Posted by Censor Librorum on Mar 29, 2007 | Categories: Lesbian in a Catholic Sort of Way

Born in 1936 in Washington, D.C., into an old Virginia family, Florence King comes by her eccentricity honestly. Her mother, Louise, began smoking at the age of eight, and dropped out of high school to become a telephone operator and indulge her passion for softball. Her father, an English expatriate, was the trombone player in a jazz band and a quiet, bookish man. Living with them was her maternal grandmother, the ultimate in Southern Ladyhood, who tried to mold Florence into femininity.

In college, King slept with both men and woman, including a male professor. She joined a sorority and was thrown out when she confessed her lesbianism.
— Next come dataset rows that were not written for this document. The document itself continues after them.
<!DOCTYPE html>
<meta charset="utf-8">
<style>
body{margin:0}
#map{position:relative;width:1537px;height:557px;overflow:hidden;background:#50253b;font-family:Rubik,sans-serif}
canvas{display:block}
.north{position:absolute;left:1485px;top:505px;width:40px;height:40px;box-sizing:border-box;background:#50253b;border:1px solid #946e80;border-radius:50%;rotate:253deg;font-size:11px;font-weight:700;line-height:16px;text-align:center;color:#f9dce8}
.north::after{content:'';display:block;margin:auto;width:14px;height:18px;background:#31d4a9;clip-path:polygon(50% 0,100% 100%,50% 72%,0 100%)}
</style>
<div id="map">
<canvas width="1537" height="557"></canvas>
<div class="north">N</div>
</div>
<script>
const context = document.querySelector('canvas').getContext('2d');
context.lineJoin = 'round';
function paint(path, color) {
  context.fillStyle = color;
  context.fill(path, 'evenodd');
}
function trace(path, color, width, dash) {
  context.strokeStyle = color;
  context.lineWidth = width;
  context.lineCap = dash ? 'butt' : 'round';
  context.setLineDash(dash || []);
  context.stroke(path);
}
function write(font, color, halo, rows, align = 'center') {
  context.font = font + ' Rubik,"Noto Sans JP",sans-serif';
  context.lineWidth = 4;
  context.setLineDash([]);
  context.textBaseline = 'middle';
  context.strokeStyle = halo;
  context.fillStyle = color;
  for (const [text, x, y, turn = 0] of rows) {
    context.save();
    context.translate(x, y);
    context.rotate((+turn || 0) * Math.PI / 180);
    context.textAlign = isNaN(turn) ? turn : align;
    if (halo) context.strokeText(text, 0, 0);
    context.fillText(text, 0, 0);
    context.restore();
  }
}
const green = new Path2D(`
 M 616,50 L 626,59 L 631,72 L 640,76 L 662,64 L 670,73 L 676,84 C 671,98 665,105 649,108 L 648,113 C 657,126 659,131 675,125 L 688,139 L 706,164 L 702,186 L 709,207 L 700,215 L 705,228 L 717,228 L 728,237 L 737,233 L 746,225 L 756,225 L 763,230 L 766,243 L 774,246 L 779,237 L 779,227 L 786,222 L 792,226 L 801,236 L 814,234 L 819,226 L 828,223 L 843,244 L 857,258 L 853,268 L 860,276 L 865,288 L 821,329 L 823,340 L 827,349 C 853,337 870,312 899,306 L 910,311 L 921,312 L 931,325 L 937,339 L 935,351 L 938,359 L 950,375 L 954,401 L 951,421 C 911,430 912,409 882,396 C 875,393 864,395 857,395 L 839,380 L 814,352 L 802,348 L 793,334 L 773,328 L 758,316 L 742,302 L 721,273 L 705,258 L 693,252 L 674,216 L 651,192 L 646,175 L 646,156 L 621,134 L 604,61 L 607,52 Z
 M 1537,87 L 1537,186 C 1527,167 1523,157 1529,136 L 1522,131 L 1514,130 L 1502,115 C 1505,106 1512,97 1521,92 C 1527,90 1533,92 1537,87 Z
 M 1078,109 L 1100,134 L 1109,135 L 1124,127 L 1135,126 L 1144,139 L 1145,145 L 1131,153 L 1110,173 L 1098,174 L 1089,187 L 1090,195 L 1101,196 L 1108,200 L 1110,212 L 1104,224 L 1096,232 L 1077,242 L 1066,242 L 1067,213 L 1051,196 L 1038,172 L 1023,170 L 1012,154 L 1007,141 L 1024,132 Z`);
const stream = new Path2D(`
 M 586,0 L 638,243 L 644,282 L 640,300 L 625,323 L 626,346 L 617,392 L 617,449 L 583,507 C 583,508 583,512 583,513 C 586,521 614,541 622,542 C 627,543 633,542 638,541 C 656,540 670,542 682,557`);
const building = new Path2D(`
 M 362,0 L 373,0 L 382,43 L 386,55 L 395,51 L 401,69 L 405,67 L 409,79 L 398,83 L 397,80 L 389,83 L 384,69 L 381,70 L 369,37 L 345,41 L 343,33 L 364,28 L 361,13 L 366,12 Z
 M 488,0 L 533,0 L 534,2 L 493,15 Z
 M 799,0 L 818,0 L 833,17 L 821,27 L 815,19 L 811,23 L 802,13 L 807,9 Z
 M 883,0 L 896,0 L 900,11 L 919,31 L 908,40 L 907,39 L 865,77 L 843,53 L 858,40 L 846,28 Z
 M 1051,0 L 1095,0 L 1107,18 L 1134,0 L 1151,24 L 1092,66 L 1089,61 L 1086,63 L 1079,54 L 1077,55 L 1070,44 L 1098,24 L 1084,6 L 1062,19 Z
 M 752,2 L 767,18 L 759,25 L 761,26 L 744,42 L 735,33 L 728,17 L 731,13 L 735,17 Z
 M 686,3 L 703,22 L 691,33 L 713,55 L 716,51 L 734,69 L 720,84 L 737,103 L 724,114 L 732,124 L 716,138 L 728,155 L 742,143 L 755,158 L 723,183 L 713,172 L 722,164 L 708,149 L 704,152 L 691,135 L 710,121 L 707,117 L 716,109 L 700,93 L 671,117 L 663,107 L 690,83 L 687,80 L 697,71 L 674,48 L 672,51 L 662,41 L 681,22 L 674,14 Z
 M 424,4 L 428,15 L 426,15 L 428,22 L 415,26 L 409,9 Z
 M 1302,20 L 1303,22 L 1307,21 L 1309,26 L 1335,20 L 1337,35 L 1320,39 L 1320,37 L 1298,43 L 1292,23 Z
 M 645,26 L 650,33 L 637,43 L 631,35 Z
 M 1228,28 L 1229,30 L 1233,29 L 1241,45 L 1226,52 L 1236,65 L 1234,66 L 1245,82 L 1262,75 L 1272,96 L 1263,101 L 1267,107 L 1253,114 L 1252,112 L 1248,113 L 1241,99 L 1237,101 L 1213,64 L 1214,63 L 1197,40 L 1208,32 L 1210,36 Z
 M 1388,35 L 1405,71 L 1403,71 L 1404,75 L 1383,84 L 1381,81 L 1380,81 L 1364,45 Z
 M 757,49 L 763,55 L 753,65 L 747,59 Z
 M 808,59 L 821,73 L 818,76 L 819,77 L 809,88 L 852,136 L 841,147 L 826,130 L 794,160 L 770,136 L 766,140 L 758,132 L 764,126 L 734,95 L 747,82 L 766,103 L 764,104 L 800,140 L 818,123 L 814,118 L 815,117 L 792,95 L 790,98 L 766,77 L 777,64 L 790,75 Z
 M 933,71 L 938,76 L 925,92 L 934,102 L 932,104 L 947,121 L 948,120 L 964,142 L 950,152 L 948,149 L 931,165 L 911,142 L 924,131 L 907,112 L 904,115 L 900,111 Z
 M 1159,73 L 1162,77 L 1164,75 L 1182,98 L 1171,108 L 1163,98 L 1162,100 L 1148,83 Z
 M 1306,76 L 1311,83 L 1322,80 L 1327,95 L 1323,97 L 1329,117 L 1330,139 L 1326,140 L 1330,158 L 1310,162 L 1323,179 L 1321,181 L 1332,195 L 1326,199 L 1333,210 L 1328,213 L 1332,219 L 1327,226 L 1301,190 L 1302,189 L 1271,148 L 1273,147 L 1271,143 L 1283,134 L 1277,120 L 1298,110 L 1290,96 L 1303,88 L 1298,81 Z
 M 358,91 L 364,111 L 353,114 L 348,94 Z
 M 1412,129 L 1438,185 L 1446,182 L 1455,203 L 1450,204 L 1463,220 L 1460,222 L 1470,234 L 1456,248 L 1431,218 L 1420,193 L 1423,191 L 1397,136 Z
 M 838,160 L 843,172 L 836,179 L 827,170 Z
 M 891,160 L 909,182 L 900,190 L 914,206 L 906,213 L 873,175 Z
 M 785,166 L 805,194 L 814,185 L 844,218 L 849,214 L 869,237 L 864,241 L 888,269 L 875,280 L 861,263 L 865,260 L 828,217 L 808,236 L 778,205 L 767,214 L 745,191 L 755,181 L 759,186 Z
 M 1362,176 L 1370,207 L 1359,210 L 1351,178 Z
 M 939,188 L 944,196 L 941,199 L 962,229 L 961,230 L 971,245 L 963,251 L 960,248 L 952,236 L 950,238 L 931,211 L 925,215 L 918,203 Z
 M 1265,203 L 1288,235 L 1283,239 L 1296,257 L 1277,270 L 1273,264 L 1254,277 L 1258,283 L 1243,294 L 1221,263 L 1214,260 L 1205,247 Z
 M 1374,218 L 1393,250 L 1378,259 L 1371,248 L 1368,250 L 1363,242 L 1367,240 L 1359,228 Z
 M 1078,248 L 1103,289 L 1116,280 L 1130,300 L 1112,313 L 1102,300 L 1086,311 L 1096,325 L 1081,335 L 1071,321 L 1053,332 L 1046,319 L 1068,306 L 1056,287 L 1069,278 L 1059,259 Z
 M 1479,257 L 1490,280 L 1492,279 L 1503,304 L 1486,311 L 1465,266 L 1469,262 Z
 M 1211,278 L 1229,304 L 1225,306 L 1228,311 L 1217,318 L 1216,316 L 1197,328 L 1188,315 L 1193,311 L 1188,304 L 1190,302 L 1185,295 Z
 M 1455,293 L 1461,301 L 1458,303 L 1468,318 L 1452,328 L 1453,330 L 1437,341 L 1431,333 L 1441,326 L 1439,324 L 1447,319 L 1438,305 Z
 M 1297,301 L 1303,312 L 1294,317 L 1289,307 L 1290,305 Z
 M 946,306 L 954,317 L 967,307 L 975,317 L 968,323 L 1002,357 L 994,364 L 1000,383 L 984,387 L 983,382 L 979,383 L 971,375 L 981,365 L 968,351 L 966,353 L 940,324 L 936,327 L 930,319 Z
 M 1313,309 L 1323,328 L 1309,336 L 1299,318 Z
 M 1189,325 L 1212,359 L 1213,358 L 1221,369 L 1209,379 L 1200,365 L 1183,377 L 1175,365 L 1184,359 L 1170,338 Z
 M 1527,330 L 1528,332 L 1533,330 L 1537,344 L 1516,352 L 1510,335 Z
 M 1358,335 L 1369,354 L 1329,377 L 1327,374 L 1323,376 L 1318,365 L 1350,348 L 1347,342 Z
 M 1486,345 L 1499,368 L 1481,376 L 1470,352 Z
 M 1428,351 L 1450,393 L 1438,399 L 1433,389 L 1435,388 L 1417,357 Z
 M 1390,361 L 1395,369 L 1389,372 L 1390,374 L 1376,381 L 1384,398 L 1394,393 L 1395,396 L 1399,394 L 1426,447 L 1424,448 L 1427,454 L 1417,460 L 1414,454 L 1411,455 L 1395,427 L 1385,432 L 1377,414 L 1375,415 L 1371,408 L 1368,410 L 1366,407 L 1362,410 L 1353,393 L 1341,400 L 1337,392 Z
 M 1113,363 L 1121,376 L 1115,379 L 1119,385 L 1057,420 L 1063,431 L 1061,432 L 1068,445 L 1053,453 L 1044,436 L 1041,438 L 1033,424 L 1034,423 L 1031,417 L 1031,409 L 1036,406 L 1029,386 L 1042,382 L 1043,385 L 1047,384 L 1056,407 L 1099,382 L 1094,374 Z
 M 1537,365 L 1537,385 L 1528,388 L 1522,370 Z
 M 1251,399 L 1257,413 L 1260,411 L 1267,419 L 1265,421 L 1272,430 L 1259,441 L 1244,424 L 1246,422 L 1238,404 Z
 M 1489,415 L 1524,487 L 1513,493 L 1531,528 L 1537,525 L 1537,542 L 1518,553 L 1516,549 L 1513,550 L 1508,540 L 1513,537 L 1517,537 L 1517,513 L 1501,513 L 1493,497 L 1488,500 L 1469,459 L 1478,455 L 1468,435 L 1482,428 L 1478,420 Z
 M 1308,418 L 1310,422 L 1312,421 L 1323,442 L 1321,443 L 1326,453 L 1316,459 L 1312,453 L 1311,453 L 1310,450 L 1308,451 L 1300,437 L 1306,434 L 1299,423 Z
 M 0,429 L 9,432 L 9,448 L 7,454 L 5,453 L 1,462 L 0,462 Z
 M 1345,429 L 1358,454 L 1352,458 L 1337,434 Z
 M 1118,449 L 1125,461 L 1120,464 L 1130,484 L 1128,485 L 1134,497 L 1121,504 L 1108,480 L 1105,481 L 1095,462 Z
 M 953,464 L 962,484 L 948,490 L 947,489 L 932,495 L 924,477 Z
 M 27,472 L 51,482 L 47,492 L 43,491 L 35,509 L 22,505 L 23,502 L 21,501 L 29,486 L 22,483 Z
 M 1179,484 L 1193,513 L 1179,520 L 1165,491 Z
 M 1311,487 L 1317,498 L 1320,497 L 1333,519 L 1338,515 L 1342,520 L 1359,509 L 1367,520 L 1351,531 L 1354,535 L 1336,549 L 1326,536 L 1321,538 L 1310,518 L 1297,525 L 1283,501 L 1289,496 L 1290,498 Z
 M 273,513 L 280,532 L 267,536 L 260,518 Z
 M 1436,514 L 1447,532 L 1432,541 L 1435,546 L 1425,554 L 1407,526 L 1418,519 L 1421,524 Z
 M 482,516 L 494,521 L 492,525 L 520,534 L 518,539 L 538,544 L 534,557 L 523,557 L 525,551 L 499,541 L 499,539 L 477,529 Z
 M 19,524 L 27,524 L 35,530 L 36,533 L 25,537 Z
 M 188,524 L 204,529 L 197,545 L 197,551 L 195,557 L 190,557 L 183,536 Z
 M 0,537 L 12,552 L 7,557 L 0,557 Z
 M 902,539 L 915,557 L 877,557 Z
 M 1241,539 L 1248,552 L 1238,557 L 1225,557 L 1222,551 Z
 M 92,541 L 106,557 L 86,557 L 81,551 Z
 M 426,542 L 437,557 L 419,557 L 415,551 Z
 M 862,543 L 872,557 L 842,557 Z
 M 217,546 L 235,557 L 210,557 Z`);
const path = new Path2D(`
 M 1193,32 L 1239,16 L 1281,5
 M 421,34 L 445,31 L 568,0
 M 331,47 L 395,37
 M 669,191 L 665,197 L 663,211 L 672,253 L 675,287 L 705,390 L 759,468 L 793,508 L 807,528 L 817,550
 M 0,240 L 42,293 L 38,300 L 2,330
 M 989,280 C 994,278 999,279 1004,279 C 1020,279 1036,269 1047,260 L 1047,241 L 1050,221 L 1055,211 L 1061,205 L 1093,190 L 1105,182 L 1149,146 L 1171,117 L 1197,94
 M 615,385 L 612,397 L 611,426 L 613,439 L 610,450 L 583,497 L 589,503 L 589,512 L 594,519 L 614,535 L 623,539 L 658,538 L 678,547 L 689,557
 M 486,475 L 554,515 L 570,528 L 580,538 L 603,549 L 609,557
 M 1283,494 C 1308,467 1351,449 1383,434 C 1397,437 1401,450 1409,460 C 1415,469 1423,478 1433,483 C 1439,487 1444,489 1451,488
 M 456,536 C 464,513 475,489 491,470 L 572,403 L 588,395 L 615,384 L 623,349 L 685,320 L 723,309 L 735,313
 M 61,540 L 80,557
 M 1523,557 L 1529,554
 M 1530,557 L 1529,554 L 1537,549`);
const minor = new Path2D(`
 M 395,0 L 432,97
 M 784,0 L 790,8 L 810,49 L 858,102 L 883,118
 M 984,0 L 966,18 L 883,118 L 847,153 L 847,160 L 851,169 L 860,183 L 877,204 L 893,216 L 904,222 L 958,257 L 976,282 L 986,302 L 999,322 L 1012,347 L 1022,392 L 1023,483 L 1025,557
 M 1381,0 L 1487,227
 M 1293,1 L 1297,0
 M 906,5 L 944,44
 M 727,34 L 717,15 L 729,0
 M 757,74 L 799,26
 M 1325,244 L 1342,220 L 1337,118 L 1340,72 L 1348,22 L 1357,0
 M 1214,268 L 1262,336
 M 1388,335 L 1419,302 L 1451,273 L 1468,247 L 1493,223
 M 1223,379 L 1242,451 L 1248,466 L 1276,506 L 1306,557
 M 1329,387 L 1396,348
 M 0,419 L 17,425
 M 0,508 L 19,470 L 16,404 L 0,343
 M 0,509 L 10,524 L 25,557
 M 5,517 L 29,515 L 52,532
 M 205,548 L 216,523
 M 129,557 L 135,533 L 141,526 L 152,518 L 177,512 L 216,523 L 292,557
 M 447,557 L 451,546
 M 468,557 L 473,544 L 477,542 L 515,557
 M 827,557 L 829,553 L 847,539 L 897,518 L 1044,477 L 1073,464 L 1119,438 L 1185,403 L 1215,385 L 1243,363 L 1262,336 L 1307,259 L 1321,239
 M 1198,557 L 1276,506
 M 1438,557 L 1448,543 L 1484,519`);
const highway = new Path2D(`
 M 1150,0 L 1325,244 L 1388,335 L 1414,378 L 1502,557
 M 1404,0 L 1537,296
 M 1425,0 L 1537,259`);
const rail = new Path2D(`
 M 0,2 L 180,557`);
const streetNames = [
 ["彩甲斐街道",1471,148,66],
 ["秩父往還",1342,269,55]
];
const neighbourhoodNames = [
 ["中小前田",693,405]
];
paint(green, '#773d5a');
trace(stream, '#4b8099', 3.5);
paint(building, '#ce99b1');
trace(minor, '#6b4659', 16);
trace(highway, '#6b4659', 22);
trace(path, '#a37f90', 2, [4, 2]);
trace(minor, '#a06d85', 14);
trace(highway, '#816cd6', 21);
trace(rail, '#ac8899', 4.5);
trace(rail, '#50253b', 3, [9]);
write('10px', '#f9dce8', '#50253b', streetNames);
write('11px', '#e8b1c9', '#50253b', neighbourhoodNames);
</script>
While attending graduate school at the University of Mississippi in Oxford, she fell in love with a young woman who was later killed in a car accident. Soon after she began her career in writing, beginning with for true romance magazines and Cosmopolitan. She later moved on to a series of books that merrily skewered their subjects. Miss King was also rumoured to have written porn under a man’s name.

Refusing to be pigeonholed, King describes herself as a “conservative lesbian feminist.” Her grandmother did manage to teach her some manners, however, for she says, “No matter which sex I went to bed with, I never smoked on the street.”

King’s last decades were spent at the National Review, where her majestic “Misanthrope’s Corner” merrily peppered everyone, including fellow conservatives. “Any hope that America would finally grow up vanished with the rise of fundamentalist Christianity. Fundamentalism, with its born-again regression, its pink-and-gold concept of heaven, its literal-mindness, its rambunctious good cheer…its anti-intellectualism…its puerile hymns…and its faith healing…are made to order for King King America.”